In the use of such collated screwstrips in screwdrivers, the strip serves a function of assisting in guiding the screw into a workpiece and to accomplish this, the strip is preferably retained against movement towards the workpiece. In the strip, each screw to be driven has its threaded shaft preferably threadably engaged in a threaded sleeve of the strip such that on the screwdriver engaging and rotating each successive screw, the screw turns within the sleeve which acts to guide the screw as it moves forwardly into threaded engagement into the workpiece. Preferably, only after the tip of the screw becomes engaged in the workpiece, does the head of the screw come into contact with the sleeve. Further forward movement of the screw into the workpiece then draws the head downwardly to engage the sleeve and rupture the sleeve by reason of the forward movement of the head with the strip retained against movement towards the workpiece. The sleeve is preferably configured to have fragible straps which break on the head passing through the sleeve such that the strip remains intact as a continuous length. Since the strip is a continuous length, on advancing the strip with each successive screw to be driven, it necessarily results that portions of the strip from which each screw has been driven are also advanced to exit from the power screwdriver.
Known power screwdrivers for driving said collated screwstrips include U.S. Pat. No. 4,146,071 to Mueller, issued Mar. 27, 1996; U.S. Pat. No. 5,568,753 to Habermehl, issued Oct. 29, 1996; U.S. Pat. No. 5,870,933 to Habermehl, issued Feb. 16, 1999 and U.S. Pat.
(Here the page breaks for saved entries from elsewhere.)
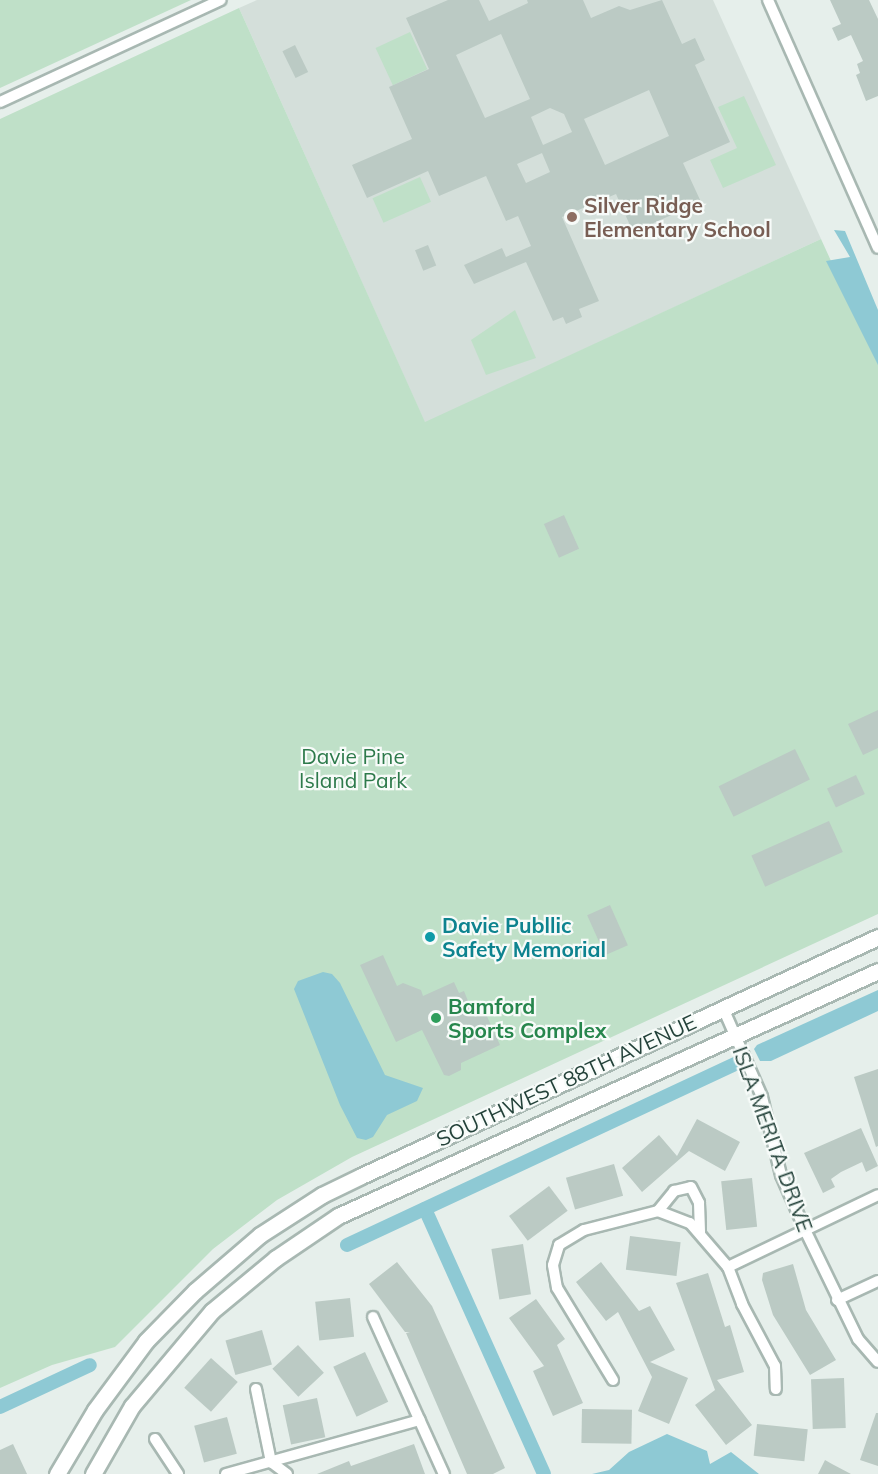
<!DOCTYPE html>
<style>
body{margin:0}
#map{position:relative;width:878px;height:1474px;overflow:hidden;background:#e6efeb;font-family:Mulish,sans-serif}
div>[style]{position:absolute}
.built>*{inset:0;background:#d4dfda}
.green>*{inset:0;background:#bfe0c8;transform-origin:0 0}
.water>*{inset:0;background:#8ec9d4}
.canal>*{height:14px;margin:-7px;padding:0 7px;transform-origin:7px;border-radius:7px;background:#8ec9d4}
.building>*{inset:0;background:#bbcac4;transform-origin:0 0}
.roads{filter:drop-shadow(2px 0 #a8b8b2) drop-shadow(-2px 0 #a8b8b2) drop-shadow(0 2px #a8b8b2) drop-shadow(0 -2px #a8b8b2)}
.minor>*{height:10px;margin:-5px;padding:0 5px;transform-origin:5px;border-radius:5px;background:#fff}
.secondary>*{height:15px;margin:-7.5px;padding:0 7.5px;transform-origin:7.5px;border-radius:7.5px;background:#fff}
.dots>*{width:16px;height:16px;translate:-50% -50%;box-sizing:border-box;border:3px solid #f7fbf9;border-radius:50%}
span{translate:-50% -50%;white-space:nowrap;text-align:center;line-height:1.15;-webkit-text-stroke:4.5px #f7fbf9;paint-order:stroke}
.education-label{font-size:21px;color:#785e54;font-weight:700}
.left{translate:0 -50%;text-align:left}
.park-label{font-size:21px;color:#2d7a4b}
.culture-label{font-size:21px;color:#0d838f;font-weight:700}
.leisure-label{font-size:21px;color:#27864d;font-weight:700}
.street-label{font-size:21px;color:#24423a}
</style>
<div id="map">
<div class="built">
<div style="clip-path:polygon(257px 0,713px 0,821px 239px,425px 423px,239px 8px)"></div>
</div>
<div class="green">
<div style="clip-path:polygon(0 0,191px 0,0 88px)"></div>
<div style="clip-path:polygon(239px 8px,425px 422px,821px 239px,878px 364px,878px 914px,352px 1157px,277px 1200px,213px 1249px,115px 1347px,52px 1365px,0 1388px,0 119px)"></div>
<div style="left:410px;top:32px;width:41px;height:38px;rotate:65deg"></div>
<div style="clip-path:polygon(744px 96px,776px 165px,723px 188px,710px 160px,737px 148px,718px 107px)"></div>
<div style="left:420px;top:177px;width:27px;height:52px;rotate:66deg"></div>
<div style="clip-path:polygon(515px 310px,536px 358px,486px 375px,471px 340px)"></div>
</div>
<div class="water">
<div style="clip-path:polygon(834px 230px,845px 231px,878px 310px,878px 365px,826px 261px,850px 257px)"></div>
<div style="clip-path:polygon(323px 972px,332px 974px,340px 983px,385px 1075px,423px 1088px,417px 1101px,387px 1115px,373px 1137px,366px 1140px,357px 1138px,340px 1105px,294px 989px,298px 981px)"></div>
<div style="clip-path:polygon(878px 990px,878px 1011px,771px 1061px,760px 1061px,754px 1049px,757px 1045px)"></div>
<div style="clip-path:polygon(667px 1434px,707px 1451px,710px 1464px,731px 1452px,759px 1474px,592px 1474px,609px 1470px,629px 1452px)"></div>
</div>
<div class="canal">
<div style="left:425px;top:1209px;width:290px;rotate:65.8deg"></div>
<div style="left:347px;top:1245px;width:429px;rotate:-25deg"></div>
<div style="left:0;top:1407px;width:99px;rotate:-25deg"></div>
</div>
<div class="building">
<div style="clip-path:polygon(evenodd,448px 0,479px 0,489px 21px,528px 3px,527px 0,583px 0,591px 18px,619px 6px,630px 10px,662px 0,682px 44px,695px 38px,705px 60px,695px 65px,730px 142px,683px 163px,701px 202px,633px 232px,616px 194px,562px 217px,599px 301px,579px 309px,582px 317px,566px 324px,563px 317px,553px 321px,526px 262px,474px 284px,464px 265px,502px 248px,506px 257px,531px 246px,518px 216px,506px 221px,486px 176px,439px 196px,428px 171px,367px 198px,352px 165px,412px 139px,389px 87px,429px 69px,406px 18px,448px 0,501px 34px,530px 99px,485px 118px,456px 55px,501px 34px,448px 0,649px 90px,669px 136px,605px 165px,584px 119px,649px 90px,448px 0,550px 108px,564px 114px,572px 132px,543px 145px,531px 117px,550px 108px,448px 0,542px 153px,550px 172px,526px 183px,517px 164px,542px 153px)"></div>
<div style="clip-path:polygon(830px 0,869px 0,878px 19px,878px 96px,866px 101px,856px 75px,860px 73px,857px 64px,863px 61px,851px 35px,838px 41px,832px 28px,841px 24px)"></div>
<div style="left:295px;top:45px;width:30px;height:14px;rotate:64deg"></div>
<div style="left:428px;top:245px;width:22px;height:14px;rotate:68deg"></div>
<div style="left:564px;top:515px;width:37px;height:22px;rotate:66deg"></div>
<div style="clip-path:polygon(878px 710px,878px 748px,863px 755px,848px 724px)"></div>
<div style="left:795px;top:749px;width:34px;height:85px;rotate:64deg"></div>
<div style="left:856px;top:775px;width:21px;height:32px;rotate:65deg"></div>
<div style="left:829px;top:821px;width:34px;height:85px;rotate:66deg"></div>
<div style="left:610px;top:905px;width:44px;height:25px;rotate:66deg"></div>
<div style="clip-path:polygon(383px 955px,397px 986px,403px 983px,421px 990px,423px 996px,454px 982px,459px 993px,464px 991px,470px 1006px,480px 1001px,500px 1045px,461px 1063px,461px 1070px,449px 1076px,444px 1075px,422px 1030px,396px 1042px,360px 965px)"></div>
<div style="clip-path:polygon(878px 1069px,878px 1146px,876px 1147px,854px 1077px)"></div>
<div style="clip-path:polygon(697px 1119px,740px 1142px,725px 1171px,689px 1151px,642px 1192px,622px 1168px,659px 1135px,677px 1156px)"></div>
<div style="clip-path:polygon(861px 1128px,878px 1166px,866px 1172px,862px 1162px,841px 1172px,831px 1179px,835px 1187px,823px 1193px,804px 1153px)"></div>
<div style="left:614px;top:1164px;width:33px;height:50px;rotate:74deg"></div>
<div style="left:752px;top:1178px;width:49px;height:31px;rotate:84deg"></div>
<div style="left:549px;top:1186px;width:31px;height:50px;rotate:53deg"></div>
<div style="left:630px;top:1236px;width:51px;height:34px;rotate:7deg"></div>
<div style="left:523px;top:1244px;width:51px;height:32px;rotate:81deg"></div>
<div style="clip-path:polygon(397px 1262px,432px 1306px,505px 1468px,493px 1474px,467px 1474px,406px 1333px,410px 1332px,405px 1332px,369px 1284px)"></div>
<div style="clip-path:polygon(601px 1262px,639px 1311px,650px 1306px,675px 1350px,650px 1362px,688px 1378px,669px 1424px,638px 1411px,652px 1377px,618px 1312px,606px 1321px,576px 1282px)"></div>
<div style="clip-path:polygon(793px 1264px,806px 1310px,836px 1360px,810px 1375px,773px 1315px,762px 1280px,763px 1273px)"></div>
<div style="clip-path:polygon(708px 1273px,725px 1327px,730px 1325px,744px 1372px,717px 1380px,752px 1425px,726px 1445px,695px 1405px,715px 1390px,676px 1283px)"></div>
<div style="left:350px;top:1298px;width:39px;height:35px;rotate:84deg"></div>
<div style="clip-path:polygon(536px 1299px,565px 1339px,557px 1345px,583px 1403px,553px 1416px,533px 1371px,544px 1366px,509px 1318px)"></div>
<div style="left:262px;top:1330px;width:36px;height:38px;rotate:74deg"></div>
<div style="left:298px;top:1345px;width:38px;height:35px;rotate:47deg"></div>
<div style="left:365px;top:1352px;width:55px;height:35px;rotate:65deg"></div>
<div style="left:211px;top:1358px;width:36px;height:40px;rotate:42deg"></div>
<div style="left:844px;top:1378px;width:50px;height:33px;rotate:88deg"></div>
<div style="left:317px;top:1398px;width:40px;height:35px;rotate:78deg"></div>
<div style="left:582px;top:1409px;width:50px;height:34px;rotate:1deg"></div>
<div style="clip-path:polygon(876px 1413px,878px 1413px,878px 1466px,860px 1460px)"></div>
<div style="left:227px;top:1417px;width:38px;height:34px;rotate:75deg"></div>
<div style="left:757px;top:1424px;width:51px;height:32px;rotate:6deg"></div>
<div style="clip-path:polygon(13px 1444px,27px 1474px,0 1474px,0 1450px)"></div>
<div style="clip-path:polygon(414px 1444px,425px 1474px,317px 1474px,349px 1461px,351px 1466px)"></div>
<div style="clip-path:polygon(825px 1460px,832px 1464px,851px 1474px,818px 1474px)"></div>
</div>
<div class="roads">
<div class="minor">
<div style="left:768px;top:0;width:271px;rotate:66.1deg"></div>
<div style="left:0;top:102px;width:243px;rotate:-24.8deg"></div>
<div style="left:723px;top:1008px;width:97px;rotate:66.3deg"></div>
<div style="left:762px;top:1097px;width:80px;rotate:76.3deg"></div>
<div style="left:781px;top:1175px;width:62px;rotate:66.3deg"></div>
<div style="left:806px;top:1232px;width:119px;rotate:64.1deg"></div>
<div style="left:858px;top:1339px;width:30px;rotate:49deg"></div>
<div style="left:658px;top:1211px;width:26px;rotate:-51deg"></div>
<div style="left:674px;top:1191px;width:17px;rotate:-13deg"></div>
<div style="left:691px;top:1187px;width:18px;rotate:63deg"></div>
<div style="left:699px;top:1203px;width:30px;rotate:88deg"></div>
<div style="left:728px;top:1267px;width:166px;rotate:-25.6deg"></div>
<div style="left:837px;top:1300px;width:45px;rotate:-24.9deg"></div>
<div style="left:373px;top:1317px;width:172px;rotate:65.7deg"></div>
<div style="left:613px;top:1380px;width:108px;rotate:-121.3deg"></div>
<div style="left:557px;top:1288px;width:23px;rotate:-100deg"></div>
<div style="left:553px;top:1265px;width:21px;rotate:-73deg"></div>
<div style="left:559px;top:1245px;width:29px;rotate:-31deg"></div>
<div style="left:584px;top:1230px;width:76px;rotate:-14.4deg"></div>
<div style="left:658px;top:1211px;width:34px;rotate:21deg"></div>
<div style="left:690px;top:1223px;width:58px;rotate:49.2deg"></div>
<div style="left:728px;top:1267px;width:40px;rotate:69deg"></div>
<div style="left:742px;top:1304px;width:70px;rotate:62deg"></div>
<div style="left:775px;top:1366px;width:23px;rotate:88deg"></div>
<div style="left:256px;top:1389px;width:75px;rotate:78.4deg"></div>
<div style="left:271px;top:1462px;width:20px;rotate:37deg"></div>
<div style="left:155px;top:1439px;width:42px;rotate:56.7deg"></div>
<div style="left:226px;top:1474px;width:201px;rotate:-15.6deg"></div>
</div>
<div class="secondary">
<div style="left:57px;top:1474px;width:74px;rotate:-59.3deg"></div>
<div style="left:95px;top:1410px;width:86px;rotate:-53.5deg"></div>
<div style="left:146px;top:1341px;width:70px;rotate:-45.6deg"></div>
<div style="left:195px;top:1291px;width:86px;rotate:-40.7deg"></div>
<div style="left:260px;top:1235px;width:74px;rotate:-32.8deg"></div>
<div style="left:322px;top:1195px;width:43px;rotate:-26deg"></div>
<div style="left:361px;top:1176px;width:570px;rotate:-24.81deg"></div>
<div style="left:93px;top:1474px;width:78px;rotate:-60.2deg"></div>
<div style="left:132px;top:1406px;width:124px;rotate:-49.9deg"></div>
<div style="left:212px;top:1311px;width:83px;rotate:-39.6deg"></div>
<div style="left:276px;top:1258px;width:75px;rotate:-34.1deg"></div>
<div style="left:338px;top:1216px;width:593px;rotate:-24.4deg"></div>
</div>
</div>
<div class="dots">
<div style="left:572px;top:217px;background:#8d6e63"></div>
<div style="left:430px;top:937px;background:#0f9aa8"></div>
<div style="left:436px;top:1018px;background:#2e9e5b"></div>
</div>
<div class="education-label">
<span class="left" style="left:584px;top:217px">Silver Ridge<br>Elementary School</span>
</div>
<div class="park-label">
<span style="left:353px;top:768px">Davie Pine<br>Island Park</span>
</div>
<div class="culture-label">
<span class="left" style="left:442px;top:937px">Davie Publlic<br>Safety Memorial</span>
</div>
<div class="leisure-label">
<span class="left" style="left:448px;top:1018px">Bamford<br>Sports Complex</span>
</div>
<div class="street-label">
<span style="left:566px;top:1080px;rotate:-25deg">SOUTHWEST 88TH AVENUE</span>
<span style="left:773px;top:1139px;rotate:70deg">ISLA MERITA DRIVE</span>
</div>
</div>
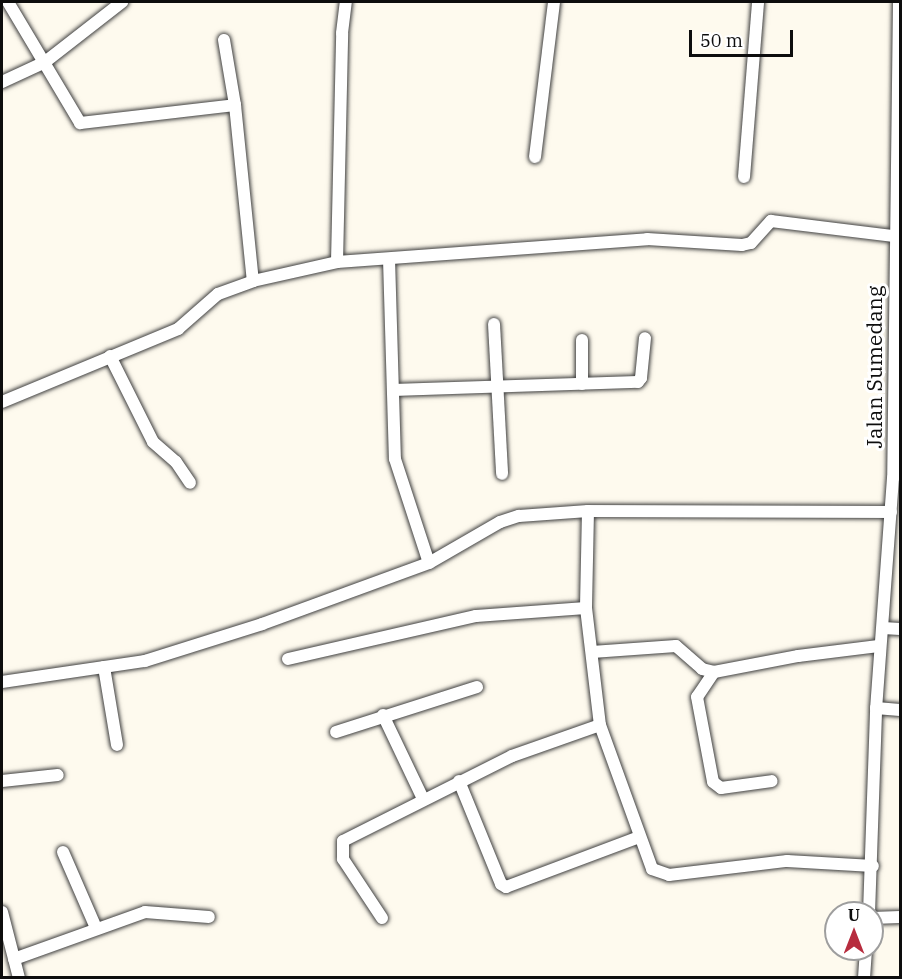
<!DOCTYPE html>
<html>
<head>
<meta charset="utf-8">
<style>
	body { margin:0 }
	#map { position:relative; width:902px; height:979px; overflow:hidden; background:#fefaee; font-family:"IBM Plex Serif",serif }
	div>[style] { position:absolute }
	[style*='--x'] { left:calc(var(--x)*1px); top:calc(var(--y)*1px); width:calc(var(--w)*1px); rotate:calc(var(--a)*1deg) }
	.roads { filter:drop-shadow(0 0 2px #404040) drop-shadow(0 0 2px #404040) }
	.street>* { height:12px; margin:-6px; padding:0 6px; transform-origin:6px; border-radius:6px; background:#fff }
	span { translate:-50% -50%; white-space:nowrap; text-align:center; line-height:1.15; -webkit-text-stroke:6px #fff; paint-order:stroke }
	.street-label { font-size:21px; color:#0d0d0d }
	.frame { position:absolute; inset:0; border:3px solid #0d0d0d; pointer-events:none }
	.north { position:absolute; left:824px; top:901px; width:60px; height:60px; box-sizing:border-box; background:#fff; border:2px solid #9e9e9e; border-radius:50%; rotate:0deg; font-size:16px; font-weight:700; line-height:24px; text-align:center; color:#0d0d0d }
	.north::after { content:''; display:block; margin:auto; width:21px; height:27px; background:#b72c3e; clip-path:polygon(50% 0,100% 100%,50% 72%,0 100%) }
	.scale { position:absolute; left:689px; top:30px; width:104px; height:27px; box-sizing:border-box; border:3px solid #0d0d0d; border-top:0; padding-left:8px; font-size:18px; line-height:21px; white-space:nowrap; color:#0d0d0d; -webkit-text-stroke:4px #fff; paint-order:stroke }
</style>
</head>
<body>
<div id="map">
	<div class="roads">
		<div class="street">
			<div style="--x:8;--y:2;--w:141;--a:59.2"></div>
			<div style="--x:80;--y:123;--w:156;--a:-6.6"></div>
			<div style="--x:235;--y:105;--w:177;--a:84.2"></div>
			<div style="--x:899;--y:2;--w:476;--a:90.7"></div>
			<div style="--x:893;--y:478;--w:231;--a:94.2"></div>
			<div style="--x:876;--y:708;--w:24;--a:5"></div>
			<div style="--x:224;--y:40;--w:66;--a:80.4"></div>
			<div style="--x:2;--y:82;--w:47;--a:-24.9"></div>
			<div style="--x:45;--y:62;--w:98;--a:-37.9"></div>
			<div style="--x:535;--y:157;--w:156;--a:-83"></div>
			<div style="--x:744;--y:177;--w:176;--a:-85.4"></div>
			<div style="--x:389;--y:259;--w:200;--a:88.3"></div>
			<div style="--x:395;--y:459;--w:109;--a:71.9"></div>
			<div style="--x:337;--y:262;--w:229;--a:-88.7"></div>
			<div style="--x:342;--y:33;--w:31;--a:-83"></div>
			<div style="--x:494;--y:324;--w:150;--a:86.9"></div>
			<div style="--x:582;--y:340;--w:44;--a:90"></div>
			<div style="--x:110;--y:356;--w:96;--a:63.4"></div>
			<div style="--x:153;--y:442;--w:30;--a:41"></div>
			<div style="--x:176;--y:462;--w:25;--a:56"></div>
			<div style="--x:393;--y:390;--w:245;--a:-1.9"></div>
			<div style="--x:638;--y:382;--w:5;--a:-53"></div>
			<div style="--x:641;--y:378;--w:40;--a:-84.3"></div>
			<div style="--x:2;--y:402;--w:191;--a:-22.5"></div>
			<div style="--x:178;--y:329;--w:53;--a:-41.2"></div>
			<div style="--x:218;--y:294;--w:37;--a:-20"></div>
			<div style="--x:253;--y:281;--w:86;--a:-12.7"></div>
			<div style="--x:337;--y:262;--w:311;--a:-4.2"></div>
			<div style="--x:647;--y:239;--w:95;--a:3.6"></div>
			<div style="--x:742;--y:245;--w:9;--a:-13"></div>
			<div style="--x:751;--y:243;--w:30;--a:-48"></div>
			<div style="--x:771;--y:221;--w:124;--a:7"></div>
			<div style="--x:588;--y:511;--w:97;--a:91.2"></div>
			<div style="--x:586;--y:608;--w:118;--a:83.2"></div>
			<div style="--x:600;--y:725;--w:153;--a:70.1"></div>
			<div style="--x:652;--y:869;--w:18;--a:19"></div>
			<div style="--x:669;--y:875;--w:119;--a:-6.8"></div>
			<div style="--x:787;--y:861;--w:86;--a:3.3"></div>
			<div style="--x:883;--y:628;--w:17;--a:3"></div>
			<div style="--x:592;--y:652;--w:84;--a:-4.1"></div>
			<div style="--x:676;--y:646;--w:35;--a:41"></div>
			<div style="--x:702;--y:669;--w:12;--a:14"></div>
			<div style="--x:714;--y:672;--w:86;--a:-10.8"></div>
			<div style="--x:798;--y:656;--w:81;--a:-7.1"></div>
			<div style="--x:288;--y:659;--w:193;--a:-12.9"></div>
			<div style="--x:476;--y:616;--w:110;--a:-4.2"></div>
			<div style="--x:104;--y:667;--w:79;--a:80.5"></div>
			<div style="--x:714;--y:672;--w:30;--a:124"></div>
			<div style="--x:697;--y:697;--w:86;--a:79.3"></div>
			<div style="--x:713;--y:782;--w:10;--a:37"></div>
			<div style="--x:721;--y:788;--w:51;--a:-7.8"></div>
			<div style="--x:2;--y:682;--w:145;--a:-8.4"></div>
			<div style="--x:145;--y:661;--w:123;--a:-17.5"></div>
			<div style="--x:262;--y:624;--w:178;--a:-20.1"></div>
			<div style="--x:429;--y:563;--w:82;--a:-30"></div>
			<div style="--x:500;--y:522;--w:20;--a:-18"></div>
			<div style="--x:519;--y:516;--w:69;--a:-4.1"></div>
			<div style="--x:588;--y:511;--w:303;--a:0.2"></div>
			<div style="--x:383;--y:715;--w:93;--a:64.5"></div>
			<div style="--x:336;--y:732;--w:148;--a:-17.7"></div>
			<div style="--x:2;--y:781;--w:56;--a:-6.1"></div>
			<div style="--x:459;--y:781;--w:111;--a:67.8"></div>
			<div style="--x:501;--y:884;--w:6;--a:31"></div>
			<div style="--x:506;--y:887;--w:142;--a:-20.6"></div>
			<div style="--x:63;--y:852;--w:83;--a:66.5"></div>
			<div style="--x:2;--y:912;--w:68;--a:75.6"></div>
			<div style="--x:869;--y:913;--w:205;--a:-88"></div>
			<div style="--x:382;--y:918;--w:71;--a:-123.5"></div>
			<div style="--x:343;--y:859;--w:18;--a:-90"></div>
			<div style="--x:343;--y:841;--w:189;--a:-26.7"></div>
			<div style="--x:512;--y:756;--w:93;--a:-19.4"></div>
			<div style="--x:872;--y:918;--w:28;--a:-2"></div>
			<div style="--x:14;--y:959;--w:139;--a:-19.7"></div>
			<div style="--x:145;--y:912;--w:64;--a:4.5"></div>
			<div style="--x:864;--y:978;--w:29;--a:-86"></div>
		</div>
	</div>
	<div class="street-label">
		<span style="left:874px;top:367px;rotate:-90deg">Jalan Sumedang</span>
	</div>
	<div class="frame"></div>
	<div class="north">U</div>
	<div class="scale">50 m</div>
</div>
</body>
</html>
No. 5,570,618 to Habermehl et al., issued Nov. 5, 1996.
Each of these patents teach an automatic feed screwdriver in which a housing is fixably secured to a power screwdriver. A slide body is provided reciprocally slidable relative the housing and an extension spring is provided so as to bias the slide body outwardly relative the housing. The slide body carries a screw feed channel to receive the screwstrips and via which the screws held in the screwstrips are advanced radially to a point where each successive screw to be driven is coaxially arranged within a bore of a guide tube coaxially in line with a driver shaft. These prior art auto feed screwdrivers provide for various linkages between the slide body and the housing such that on reciprocal telescopic sliding of the slide body into and out of the housing between extended and retracted positions, the linkages cause automatic advance of the screwstrip in the feed guide channel. The relative timing of the advance of the screwstrip is thereby timed and linked to the relative position of the slide body in the housing in a complete cycle of movement from an extracted position to a retracted position and back to the extended position.
These prior art devices have the disadvantage that they must provide both a housing and a slide body and for an appropriate linkage between the two in order for automatic advance of the screwstrip in a desired manner.
Such known auto feed screwdriving tools have the disadvantage that they require relatively large number of parts, that they require a housing which is adapted to be physically coupled to the power driver tool, that they require a mechanism for linking of the slide body to the housing, that they require an extension spring which typically needs to be relatively substantial to bias the slide body to an extended position out of the housing, that on using a device, a user must, to drive a screw, overcome the relatively substantial forces of the extension spring biasing the slide body to the extended position out of the housing and that the forces which are applied to advance the screwstrip are frequently limited either to springs provided in the devices for such purpose or to levered forces which can be developed by the linkages between the slide body and the housing.
These previously known auto feed devices suffer the disadvantage of being relatively complex, expensive and not readily adapted for the production as an inexpensive consumer tool.